Better Sense of Data
AI and computing power can help the robot make sense of unstructured environments, but that process relies on analyzing masses of data. Supplying that data are sensors measuring tactile, force, orientation, pressure, temperature, acceleration, proximity, vision, etc. – that are becoming both cheaper and more sophisticated all the time. It increases robots’ flexibility in regards to navigating new environments and performing new tasks.
“New sensor data also improves collaborative robots’ abilities in relation to known tasks. For example, data on confirmation of a grip can help tell a robot if a part it is holding is slipping. Companies like Robotiq are working on integrating these – and many other - sensor technologies. This will make it possible to automate many processes in manufacturing and assembly that today stretch most cobots’ capabilities beyond the limit,” Jean-Philippe Jobin says.
Power to the Small
Another major development is minor (word play level: dad joke). On a more serious note, new designs are making actuators smaller and more efficient.
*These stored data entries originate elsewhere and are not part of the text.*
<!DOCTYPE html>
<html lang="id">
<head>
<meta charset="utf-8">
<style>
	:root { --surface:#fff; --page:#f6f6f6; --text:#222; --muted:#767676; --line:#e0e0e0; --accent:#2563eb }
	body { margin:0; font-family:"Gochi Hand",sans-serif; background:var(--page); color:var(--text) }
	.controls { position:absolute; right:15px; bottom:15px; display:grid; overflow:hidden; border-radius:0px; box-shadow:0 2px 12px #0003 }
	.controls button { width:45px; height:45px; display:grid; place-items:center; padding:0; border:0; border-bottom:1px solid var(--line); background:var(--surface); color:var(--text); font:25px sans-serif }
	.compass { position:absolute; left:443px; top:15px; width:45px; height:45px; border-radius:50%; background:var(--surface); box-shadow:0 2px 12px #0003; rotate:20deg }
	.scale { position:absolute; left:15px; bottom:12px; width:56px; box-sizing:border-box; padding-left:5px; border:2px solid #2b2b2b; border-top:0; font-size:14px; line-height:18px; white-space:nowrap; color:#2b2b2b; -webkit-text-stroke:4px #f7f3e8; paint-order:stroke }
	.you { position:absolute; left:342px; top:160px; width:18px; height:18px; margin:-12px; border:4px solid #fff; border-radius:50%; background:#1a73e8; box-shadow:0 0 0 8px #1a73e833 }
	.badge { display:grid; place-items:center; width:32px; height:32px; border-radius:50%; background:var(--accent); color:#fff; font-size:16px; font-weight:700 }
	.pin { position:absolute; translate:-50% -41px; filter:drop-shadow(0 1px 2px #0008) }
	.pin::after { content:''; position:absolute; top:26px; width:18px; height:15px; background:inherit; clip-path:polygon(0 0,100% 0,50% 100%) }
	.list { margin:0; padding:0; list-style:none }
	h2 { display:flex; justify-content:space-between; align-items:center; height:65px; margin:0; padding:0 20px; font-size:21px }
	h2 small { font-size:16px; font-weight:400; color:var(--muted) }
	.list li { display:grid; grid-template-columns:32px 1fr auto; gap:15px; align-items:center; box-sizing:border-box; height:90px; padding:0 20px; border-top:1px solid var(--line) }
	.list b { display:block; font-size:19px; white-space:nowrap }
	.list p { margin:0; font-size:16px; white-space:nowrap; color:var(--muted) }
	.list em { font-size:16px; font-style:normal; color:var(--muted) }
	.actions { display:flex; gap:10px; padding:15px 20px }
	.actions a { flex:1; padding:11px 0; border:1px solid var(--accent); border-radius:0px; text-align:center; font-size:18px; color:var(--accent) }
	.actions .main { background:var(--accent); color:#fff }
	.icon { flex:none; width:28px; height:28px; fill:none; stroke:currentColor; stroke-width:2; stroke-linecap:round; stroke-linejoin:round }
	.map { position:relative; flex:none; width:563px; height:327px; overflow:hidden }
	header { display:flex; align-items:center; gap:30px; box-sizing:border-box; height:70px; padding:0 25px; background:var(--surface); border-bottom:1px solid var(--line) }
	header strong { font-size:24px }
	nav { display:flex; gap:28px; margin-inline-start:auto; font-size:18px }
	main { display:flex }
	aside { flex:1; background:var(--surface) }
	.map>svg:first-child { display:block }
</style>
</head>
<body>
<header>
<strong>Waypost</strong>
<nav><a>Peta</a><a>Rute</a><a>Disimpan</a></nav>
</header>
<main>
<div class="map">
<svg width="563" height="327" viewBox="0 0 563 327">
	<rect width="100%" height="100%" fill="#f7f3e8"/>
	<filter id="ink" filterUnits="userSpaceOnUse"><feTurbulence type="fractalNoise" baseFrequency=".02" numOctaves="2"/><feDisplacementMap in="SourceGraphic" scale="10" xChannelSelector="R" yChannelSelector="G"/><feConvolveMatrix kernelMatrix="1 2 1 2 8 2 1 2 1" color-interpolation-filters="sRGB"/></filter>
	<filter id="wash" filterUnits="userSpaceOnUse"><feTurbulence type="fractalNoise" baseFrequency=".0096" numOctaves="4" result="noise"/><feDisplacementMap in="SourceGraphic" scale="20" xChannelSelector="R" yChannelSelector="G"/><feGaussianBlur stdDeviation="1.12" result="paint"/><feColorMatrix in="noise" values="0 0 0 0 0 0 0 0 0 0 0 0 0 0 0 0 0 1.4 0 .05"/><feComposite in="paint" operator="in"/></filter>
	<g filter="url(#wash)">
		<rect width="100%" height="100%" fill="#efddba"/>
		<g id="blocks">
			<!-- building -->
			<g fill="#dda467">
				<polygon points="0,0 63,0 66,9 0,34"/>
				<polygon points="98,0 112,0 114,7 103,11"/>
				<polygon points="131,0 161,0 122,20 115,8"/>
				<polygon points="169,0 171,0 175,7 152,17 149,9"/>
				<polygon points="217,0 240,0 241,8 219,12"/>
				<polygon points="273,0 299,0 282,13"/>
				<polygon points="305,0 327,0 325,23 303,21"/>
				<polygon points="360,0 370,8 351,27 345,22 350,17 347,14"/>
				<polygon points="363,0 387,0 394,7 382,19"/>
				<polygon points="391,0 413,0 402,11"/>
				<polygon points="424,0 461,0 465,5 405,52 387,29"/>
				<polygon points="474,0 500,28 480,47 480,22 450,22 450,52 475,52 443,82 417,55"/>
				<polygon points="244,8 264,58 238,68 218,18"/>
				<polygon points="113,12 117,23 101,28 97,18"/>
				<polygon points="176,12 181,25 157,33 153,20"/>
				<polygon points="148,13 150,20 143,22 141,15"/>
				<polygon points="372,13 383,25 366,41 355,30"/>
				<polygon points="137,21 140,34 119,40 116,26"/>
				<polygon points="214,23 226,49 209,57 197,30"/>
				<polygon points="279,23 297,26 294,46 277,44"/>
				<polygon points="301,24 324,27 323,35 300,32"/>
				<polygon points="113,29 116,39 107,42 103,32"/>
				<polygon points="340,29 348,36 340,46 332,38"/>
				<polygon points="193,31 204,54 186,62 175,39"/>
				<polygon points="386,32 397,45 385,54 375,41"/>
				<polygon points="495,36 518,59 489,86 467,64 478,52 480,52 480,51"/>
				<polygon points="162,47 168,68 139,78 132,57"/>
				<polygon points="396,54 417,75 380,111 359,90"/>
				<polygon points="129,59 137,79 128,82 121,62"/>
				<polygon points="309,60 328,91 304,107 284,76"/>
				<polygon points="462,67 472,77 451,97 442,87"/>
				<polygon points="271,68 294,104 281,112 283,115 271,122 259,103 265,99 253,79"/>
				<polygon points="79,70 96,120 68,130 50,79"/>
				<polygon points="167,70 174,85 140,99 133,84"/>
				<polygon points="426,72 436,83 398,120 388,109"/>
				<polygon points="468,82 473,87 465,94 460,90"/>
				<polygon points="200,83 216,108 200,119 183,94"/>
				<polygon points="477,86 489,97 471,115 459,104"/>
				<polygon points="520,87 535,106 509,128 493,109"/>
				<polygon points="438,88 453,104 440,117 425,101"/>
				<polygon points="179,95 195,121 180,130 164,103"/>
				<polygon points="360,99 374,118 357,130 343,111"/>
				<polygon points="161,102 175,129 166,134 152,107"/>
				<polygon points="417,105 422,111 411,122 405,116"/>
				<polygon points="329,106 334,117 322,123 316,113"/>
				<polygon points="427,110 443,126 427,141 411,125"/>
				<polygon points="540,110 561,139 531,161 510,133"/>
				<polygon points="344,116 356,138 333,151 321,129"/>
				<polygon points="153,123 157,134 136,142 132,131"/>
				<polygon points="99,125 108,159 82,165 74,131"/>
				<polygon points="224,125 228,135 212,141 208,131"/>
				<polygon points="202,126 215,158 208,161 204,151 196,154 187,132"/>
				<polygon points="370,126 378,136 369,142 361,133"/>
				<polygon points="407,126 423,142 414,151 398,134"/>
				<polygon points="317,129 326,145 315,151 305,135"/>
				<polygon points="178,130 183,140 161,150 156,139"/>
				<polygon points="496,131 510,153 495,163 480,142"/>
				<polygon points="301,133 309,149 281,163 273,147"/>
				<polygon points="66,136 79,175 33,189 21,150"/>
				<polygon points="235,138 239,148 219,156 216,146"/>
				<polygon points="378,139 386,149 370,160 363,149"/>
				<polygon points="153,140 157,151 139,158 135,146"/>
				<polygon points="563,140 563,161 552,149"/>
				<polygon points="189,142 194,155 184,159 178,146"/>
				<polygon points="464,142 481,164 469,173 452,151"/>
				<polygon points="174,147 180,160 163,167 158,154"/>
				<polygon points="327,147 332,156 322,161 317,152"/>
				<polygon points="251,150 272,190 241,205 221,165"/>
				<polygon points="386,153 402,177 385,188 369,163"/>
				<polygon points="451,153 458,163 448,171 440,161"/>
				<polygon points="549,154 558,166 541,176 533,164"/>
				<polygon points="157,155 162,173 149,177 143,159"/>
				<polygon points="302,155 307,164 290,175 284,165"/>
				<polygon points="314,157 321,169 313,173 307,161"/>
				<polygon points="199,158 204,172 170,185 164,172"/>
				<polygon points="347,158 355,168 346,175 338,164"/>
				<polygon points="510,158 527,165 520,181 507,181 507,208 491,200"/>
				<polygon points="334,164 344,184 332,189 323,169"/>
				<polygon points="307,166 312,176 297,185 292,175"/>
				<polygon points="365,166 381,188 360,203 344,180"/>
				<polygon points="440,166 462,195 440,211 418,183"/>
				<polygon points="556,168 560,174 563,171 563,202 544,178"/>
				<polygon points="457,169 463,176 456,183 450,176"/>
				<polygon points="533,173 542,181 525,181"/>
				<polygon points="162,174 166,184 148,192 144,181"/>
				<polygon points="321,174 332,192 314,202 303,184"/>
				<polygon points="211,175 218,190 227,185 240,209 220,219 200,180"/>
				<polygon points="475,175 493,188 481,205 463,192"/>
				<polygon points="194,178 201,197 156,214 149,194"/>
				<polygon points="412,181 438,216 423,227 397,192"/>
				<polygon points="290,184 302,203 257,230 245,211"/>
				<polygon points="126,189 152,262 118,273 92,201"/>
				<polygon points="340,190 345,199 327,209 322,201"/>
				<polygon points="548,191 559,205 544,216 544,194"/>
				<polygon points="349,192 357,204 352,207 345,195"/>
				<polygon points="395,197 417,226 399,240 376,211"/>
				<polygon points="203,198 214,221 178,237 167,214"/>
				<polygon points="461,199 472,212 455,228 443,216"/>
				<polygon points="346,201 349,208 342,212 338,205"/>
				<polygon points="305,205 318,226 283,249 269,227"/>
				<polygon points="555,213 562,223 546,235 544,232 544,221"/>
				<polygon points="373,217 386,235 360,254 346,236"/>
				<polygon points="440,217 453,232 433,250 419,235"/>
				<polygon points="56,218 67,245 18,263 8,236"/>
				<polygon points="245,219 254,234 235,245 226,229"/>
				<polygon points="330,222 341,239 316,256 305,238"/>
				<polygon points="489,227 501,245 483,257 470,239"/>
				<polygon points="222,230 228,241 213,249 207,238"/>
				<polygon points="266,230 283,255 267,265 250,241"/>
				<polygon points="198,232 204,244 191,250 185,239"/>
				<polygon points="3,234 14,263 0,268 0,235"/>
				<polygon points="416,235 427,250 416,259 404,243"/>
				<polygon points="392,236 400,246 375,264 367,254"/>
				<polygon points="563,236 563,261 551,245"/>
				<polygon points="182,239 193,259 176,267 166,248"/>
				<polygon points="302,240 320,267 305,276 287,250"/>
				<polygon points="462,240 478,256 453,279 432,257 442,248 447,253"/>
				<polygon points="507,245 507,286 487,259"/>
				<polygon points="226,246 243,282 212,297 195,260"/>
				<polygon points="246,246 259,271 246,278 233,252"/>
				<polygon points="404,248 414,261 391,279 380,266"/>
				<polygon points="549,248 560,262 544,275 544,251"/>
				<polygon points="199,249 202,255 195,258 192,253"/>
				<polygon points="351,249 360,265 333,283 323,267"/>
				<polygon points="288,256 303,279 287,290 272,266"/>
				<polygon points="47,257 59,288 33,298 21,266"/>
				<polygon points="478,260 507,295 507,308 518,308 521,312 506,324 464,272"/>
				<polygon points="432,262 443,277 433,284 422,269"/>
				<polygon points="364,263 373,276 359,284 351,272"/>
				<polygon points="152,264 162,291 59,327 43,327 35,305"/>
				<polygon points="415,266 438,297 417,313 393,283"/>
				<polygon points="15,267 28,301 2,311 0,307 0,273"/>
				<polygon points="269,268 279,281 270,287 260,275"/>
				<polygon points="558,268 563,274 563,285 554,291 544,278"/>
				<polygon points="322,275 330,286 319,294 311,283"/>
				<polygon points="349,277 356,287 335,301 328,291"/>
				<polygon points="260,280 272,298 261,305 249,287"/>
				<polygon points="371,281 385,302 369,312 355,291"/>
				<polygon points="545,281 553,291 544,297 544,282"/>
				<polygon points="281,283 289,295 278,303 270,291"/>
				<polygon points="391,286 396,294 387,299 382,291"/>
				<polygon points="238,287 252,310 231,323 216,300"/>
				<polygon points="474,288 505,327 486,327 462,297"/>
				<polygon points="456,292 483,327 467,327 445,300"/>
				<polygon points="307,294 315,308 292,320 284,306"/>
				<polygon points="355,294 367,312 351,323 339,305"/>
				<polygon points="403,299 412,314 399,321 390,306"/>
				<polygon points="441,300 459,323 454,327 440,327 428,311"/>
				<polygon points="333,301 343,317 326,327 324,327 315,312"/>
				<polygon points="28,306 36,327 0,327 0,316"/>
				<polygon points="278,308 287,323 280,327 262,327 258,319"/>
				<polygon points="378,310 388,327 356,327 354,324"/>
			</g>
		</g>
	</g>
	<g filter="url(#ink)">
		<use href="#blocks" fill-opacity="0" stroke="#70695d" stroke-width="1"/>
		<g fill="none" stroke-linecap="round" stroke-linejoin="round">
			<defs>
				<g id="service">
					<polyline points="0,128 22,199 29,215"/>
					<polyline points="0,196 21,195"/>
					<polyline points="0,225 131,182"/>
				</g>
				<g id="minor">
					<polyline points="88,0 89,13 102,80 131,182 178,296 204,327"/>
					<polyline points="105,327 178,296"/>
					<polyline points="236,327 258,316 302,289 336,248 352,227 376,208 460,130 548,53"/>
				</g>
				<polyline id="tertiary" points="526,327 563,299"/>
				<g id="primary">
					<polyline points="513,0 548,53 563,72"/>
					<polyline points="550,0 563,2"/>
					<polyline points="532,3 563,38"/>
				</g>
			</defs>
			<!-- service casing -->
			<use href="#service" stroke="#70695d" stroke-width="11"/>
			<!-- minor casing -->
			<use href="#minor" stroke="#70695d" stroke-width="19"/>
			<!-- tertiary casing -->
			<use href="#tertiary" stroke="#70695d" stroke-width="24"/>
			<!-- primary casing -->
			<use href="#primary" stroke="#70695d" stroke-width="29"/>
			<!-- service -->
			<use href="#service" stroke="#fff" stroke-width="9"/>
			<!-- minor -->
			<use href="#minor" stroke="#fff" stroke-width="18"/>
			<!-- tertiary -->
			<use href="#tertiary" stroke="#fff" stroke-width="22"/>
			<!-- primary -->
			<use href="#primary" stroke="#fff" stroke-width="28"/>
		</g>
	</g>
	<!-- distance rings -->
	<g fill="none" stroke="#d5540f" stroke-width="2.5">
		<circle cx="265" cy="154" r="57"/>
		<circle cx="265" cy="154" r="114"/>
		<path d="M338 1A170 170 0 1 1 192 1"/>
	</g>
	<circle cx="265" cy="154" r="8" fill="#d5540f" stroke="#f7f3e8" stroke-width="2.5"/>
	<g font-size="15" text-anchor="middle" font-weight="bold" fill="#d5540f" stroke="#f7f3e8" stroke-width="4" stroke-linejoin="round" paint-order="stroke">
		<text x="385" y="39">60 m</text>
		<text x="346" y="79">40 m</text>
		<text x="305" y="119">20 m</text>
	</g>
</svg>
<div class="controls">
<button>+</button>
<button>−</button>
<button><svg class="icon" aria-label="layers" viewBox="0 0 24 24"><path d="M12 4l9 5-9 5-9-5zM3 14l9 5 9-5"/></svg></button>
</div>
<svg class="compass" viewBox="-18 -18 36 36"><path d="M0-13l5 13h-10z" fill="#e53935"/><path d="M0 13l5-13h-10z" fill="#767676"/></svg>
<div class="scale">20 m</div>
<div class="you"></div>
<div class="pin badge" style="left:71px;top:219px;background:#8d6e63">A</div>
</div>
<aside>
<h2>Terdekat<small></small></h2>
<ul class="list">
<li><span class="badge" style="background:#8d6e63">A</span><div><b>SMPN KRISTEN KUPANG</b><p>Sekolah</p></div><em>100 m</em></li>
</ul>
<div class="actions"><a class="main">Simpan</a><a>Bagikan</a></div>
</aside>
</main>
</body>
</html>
“The actuators, which move the robots’ Gripper mechanisms, are also increasingly better suited for robots and Grippers. For example in regards to delivering high efficiency at low (or no) speed. We can now design and build stronger/smaller Grippers, which in turn make collaborative robots perform even more tasks,” Jean-Philippe Jobin explains.
“At the turn of the millennia, the Holy Grail was replicating the human hand, but I think that we have moved on since then. The goal now is creating robot Grippers/hands that not just have the "Swiss Army Knife" flexibility of humanoid hands, but capabilities even beyond that. I think the advances in robot and Gripper technology are quickly bringing this goal into reach,” he adds.